== Data supplied ==

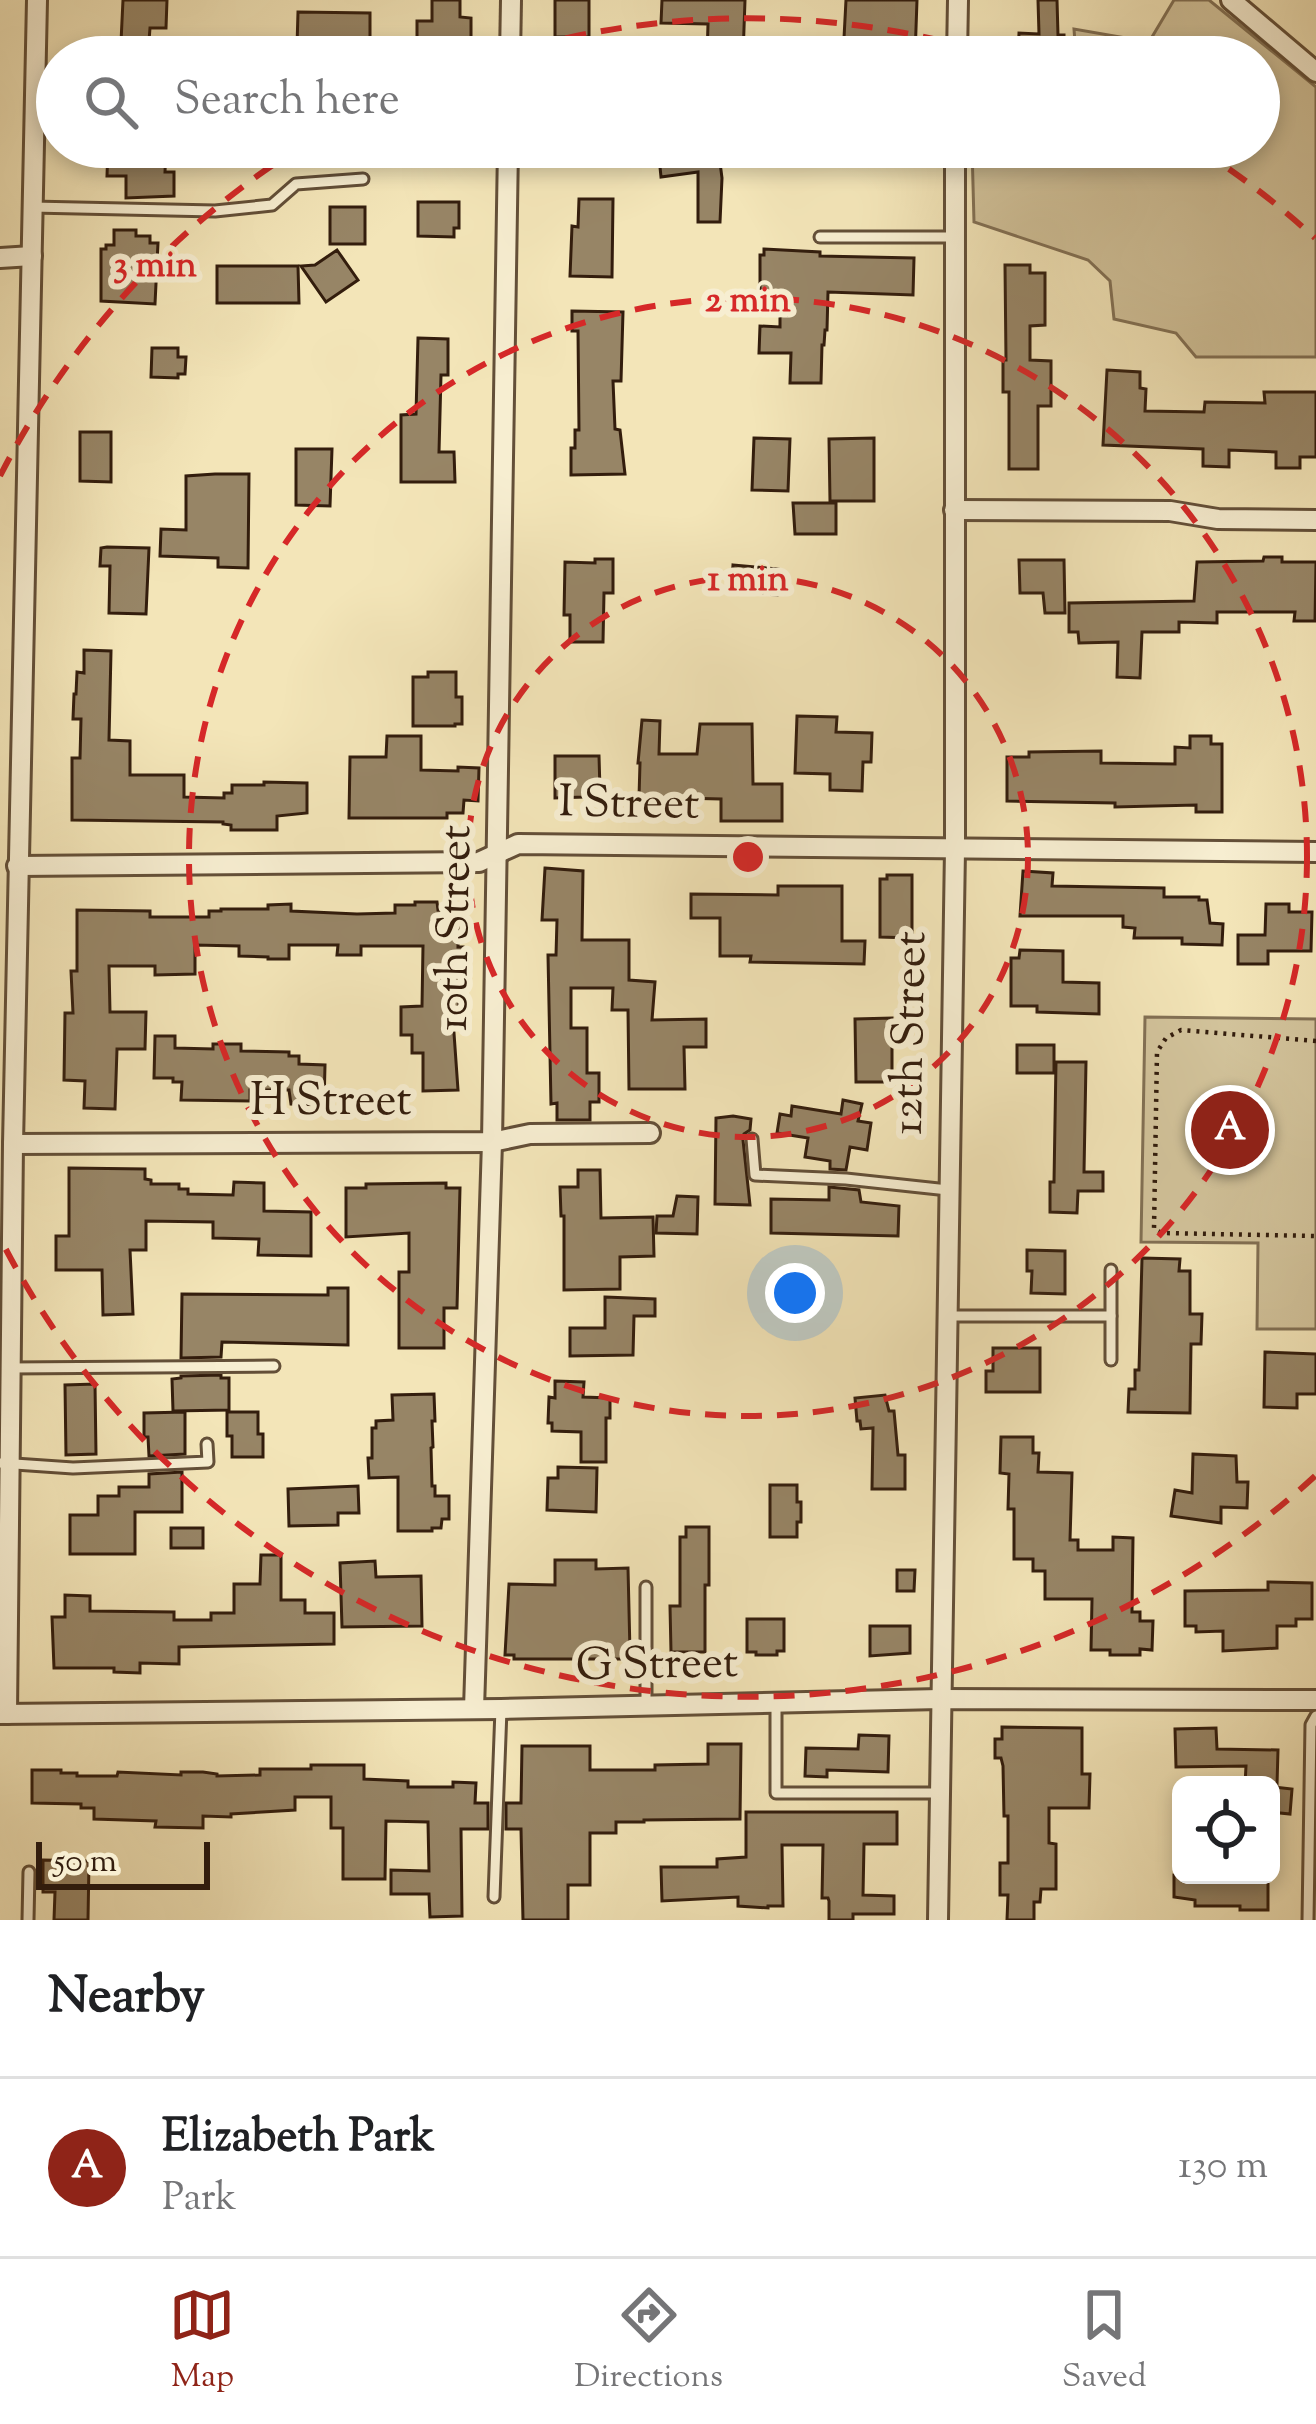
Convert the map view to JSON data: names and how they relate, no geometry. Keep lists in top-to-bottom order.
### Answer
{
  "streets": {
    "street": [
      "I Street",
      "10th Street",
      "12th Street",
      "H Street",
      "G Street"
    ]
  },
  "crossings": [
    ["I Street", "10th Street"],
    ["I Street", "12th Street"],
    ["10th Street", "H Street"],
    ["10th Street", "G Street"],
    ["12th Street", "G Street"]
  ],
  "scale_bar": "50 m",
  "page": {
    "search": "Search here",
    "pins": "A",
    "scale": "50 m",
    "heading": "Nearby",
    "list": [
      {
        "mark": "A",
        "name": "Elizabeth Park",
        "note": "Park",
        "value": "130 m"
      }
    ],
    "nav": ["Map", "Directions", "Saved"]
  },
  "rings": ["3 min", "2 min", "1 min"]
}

===
== Data supplied ==

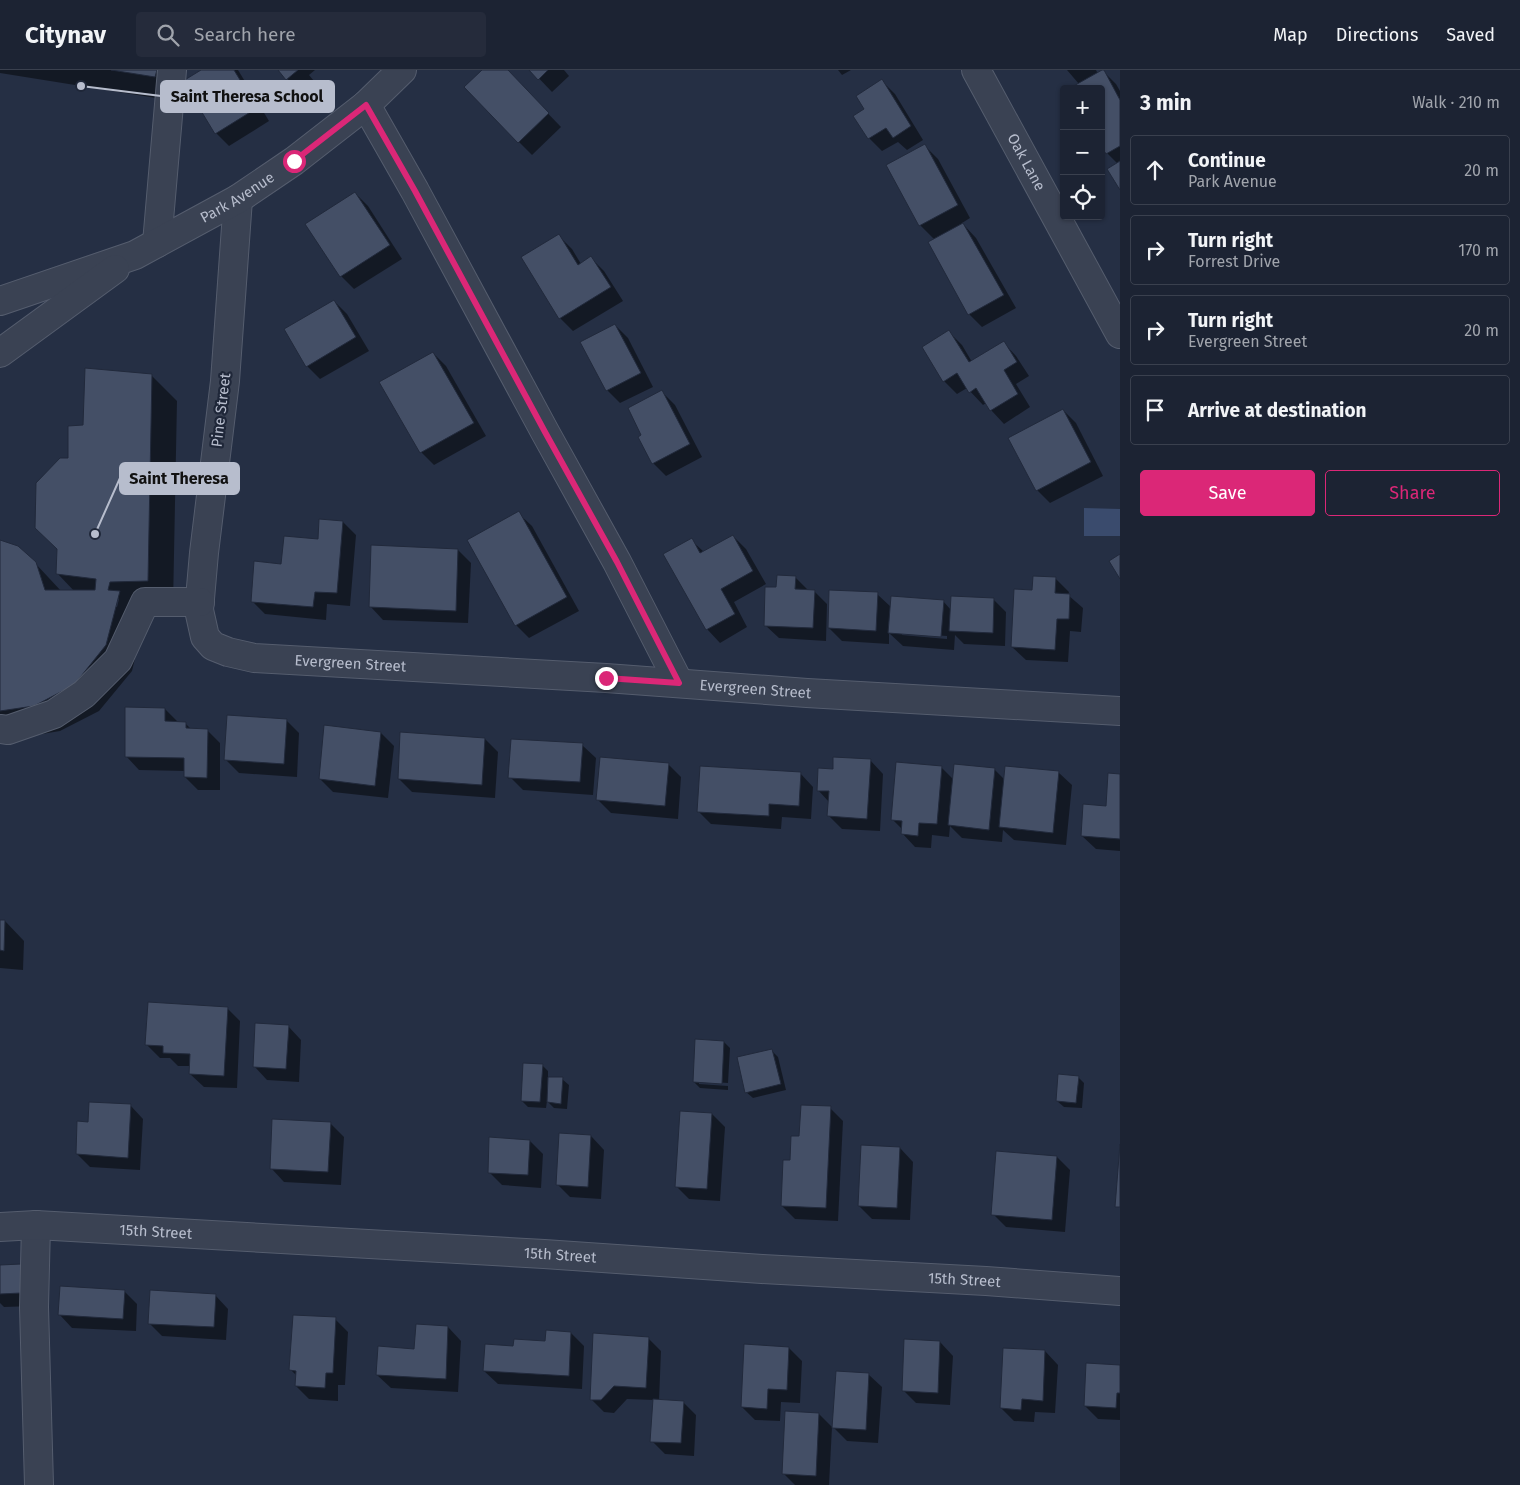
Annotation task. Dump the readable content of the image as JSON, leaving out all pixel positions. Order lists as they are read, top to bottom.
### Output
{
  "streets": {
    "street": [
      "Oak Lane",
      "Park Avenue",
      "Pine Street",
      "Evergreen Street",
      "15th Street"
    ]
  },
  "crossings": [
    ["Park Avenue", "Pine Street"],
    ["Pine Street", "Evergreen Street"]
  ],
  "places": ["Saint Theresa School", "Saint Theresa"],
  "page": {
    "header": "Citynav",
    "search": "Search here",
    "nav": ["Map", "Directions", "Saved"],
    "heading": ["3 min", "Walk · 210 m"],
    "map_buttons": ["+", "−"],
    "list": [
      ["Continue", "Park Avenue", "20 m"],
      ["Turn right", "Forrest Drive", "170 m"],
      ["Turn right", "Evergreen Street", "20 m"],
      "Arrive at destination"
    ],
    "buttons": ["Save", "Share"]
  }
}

===

Work instructions
Where in the records above does the word "lists" appear? Copy each line that holds it.

Result of this exercise
Convert the map view to JSON data: names and how they relate, no geometry. Keep lists in top-to-bottom order.
Annotation task. Dump the readable content of the image as JSON, leaving out all pixel positions. Order lists as they are read, top to bottom.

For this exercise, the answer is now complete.